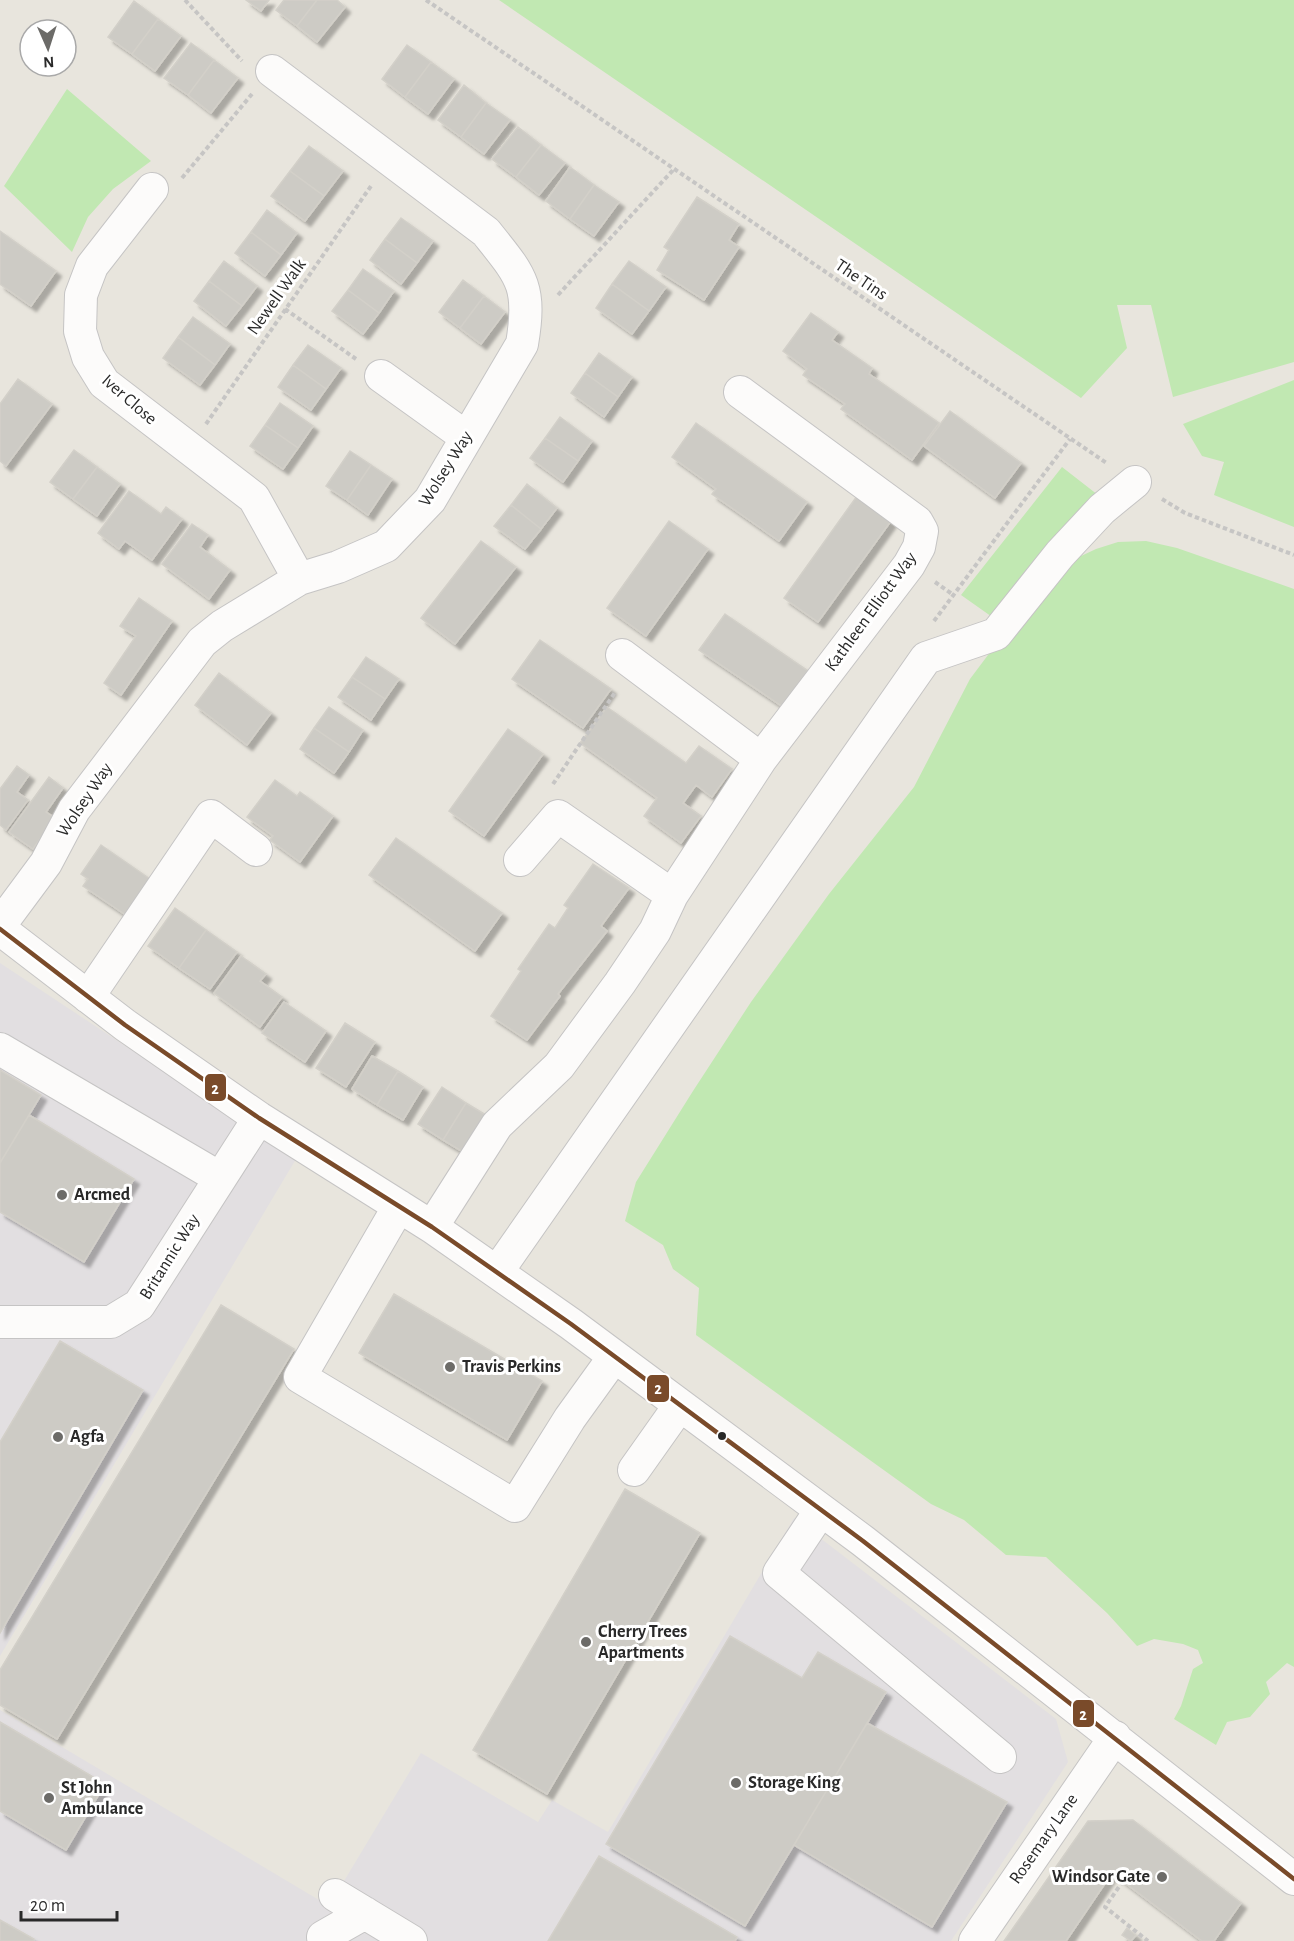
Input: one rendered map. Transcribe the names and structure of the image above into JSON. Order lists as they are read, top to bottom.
{
  "streets": {
    "street": [
      "Iver Close",
      "Wolsey Way",
      "Kathleen Elliott Way",
      "Britannic Way",
      "Rosemary Lane"
    ],
    "path": ["The Tins", "Newell Walk"]
  },
  "crossings": [
    ["Newell Walk", "Iver Close"],
    ["Newell Walk", "Wolsey Way"],
    ["Iver Close", "Wolsey Way"]
  ],
  "places": [
    "Arcmed",
    "Travis Perkins",
    "Agfa",
    "Cherry Trees Apartments",
    "Storage King",
    "St John Ambulance",
    "Windsor Gate"
  ],
  "lines": ["transit line 2"],
  "scale_bar": "20 m",
  "north": "bottom"
}
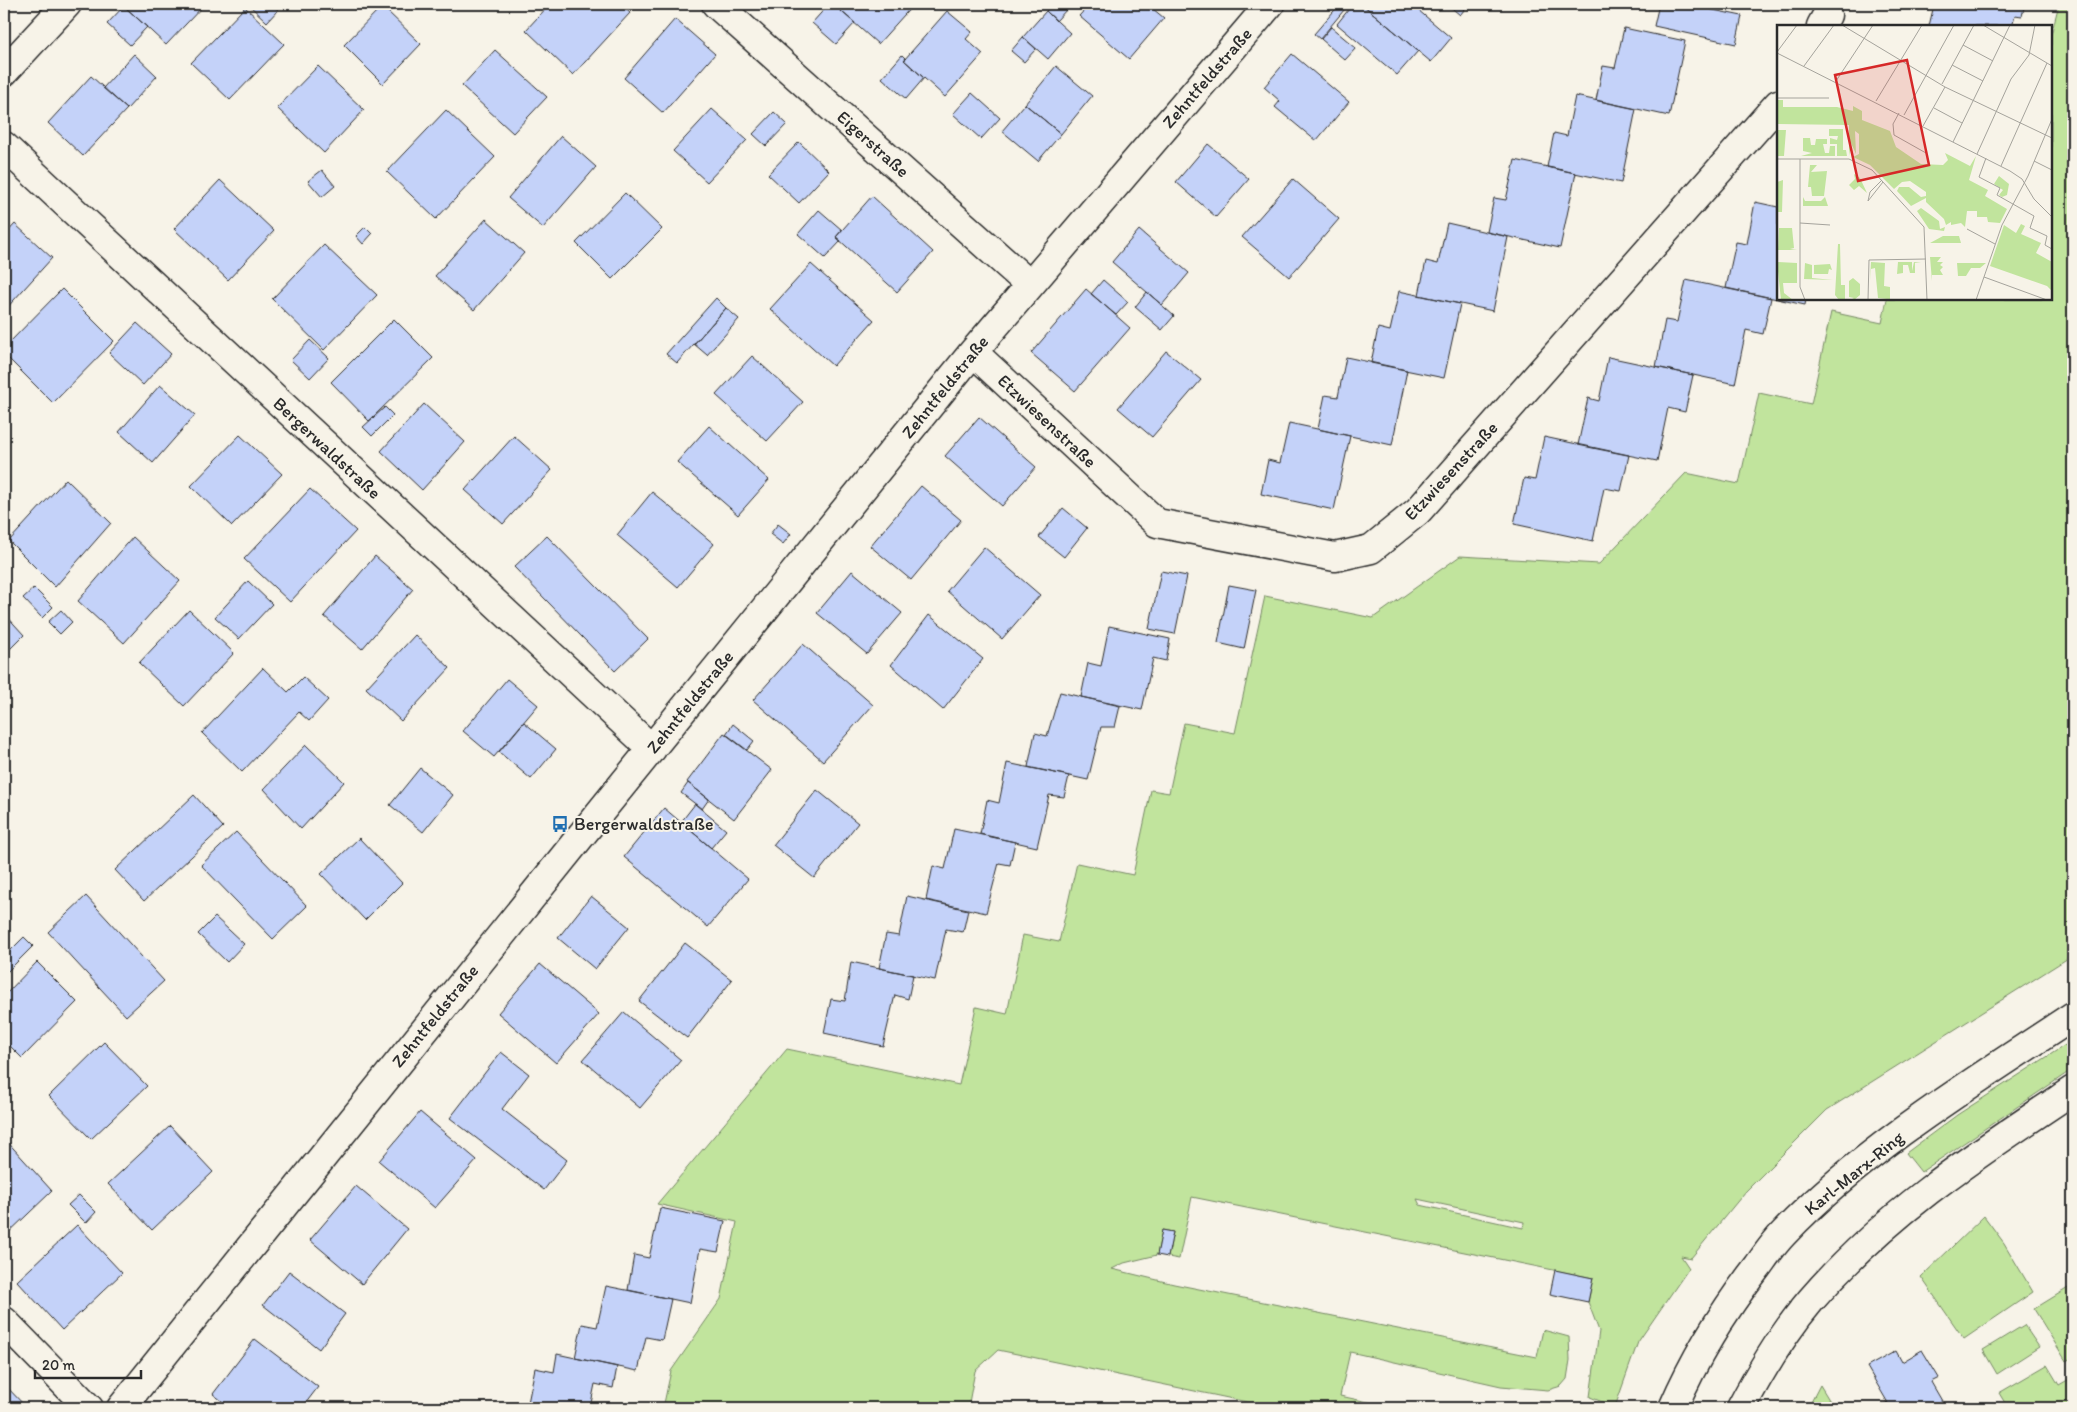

■ ■ ■ ■ ■ ■ ■

* Exercise details *
Set down the material once more, exactly, with the pictures omitted.

* Completed task *
Input: one rendered map. Transcribe the names and structure of the image above into JSON. Order lists as they are read, top to bottom.
{
  "streets": {
    "street": [
      "Iver Close",
      "Wolsey Way",
      "Kathleen Elliott Way",
      "Britannic Way",
      "Rosemary Lane"
    ],
    "path": ["The Tins", "Newell Walk"]
  },
  "crossings": [
    ["Newell Walk", "Iver Close"],
    ["Newell Walk", "Wolsey Way"],
    ["Iver Close", "Wolsey Way"]
  ],
  "places": [
    "Arcmed",
    "Travis Perkins",
    "Agfa",
    "Cherry Trees Apartments",
    "Storage King",
    "St John Ambulance",
    "Windsor Gate"
  ],
  "lines": ["transit line 2"],
  "scale_bar": "20 m",
  "north": "bottom"
}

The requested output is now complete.